Kalaallit (West Greenlandic Inuit)
Girl’s costume made for Mona Jean Lloyd (Mollerup)
- Sealskin, hide, cotton cloth, silk, lace, dye, embroidery thread, and thread
- 23 7/16 × 9 1/16 × 8 7/16 in.
Hood Museum of Art, Dartmouth College: Gift of Mona Lloyd; 157.14.13901visibilityLook & Discuss
Traditional clothing is sometimes made and worn for special occasions. It surrounds wearers in a physical representation of their cultural identity, and connects the maker and the wearer to their past and present community.
explore the object
These boots are part of a traditional costume worn only by unmarried girls on special occasions. The clothing is usually made cooperatively as a gift from the community, and each child’s version is unique. Men provide the seal skin and caribou hide. One woman is in charge of the overall design, but many women contribute to its execution. The embellishments are inspired by the beauty of Greenland in springtime and also the floral designs of European fabrics and textiles, particularly embroidery patterns popular in Norway and Denmark.

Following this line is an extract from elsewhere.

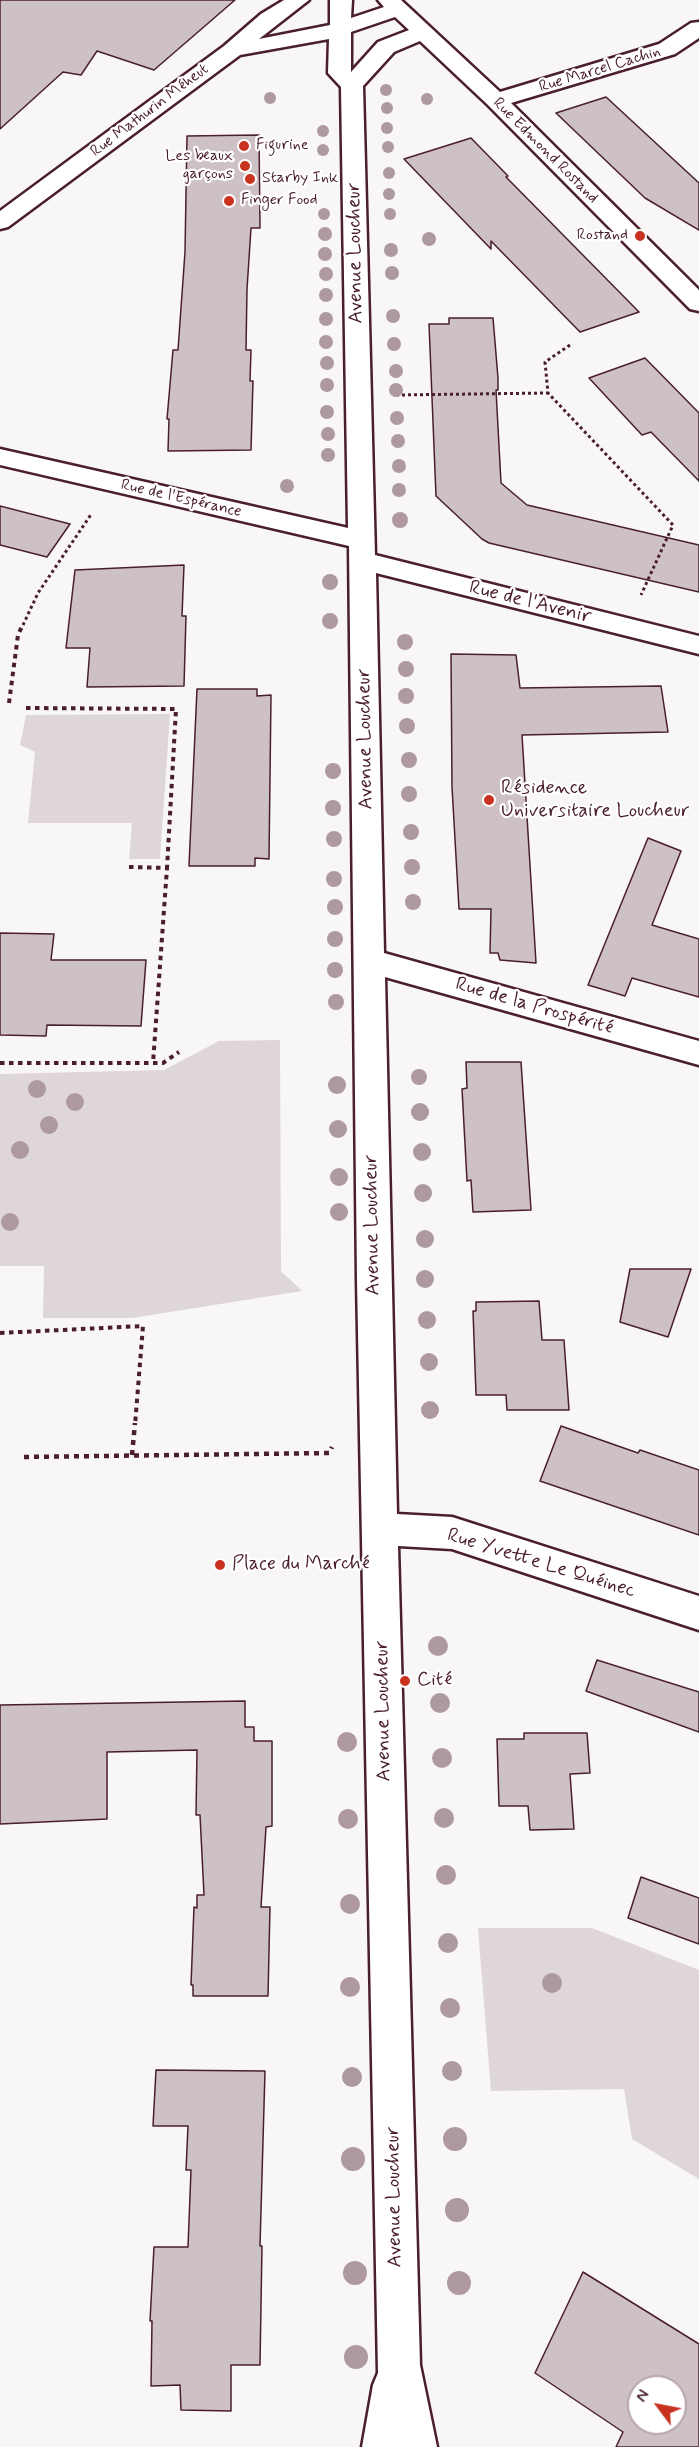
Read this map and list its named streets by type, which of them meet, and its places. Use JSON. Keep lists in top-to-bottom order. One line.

These boots have uppers made of native bleached seal skin and caribou hide soles. Trade goods like cotton cloth, silk, lace, dye, and embroidery and cotton thread decorate the uppers.
The traditional ensemble also includes a bib-like shirt embroidered at the collar.
This is topped by a cloth sweater with an elaborately beaded shoulder yoke. These yokes have become bigger over time as access to European goods increased in Greenland.
Beaded cuffs cover the wrists.
Below the shirt, the young girl wears sealskin shorts with velvet trim. The shorts tuck into the tall boots, which reach mid-thigh. In this way, the entire body is covered.
Today this Greenlandic national costume is worn on special occasions and at festivals such as Christmas, Easter, Greenland’s National Day, and on the very first day of school.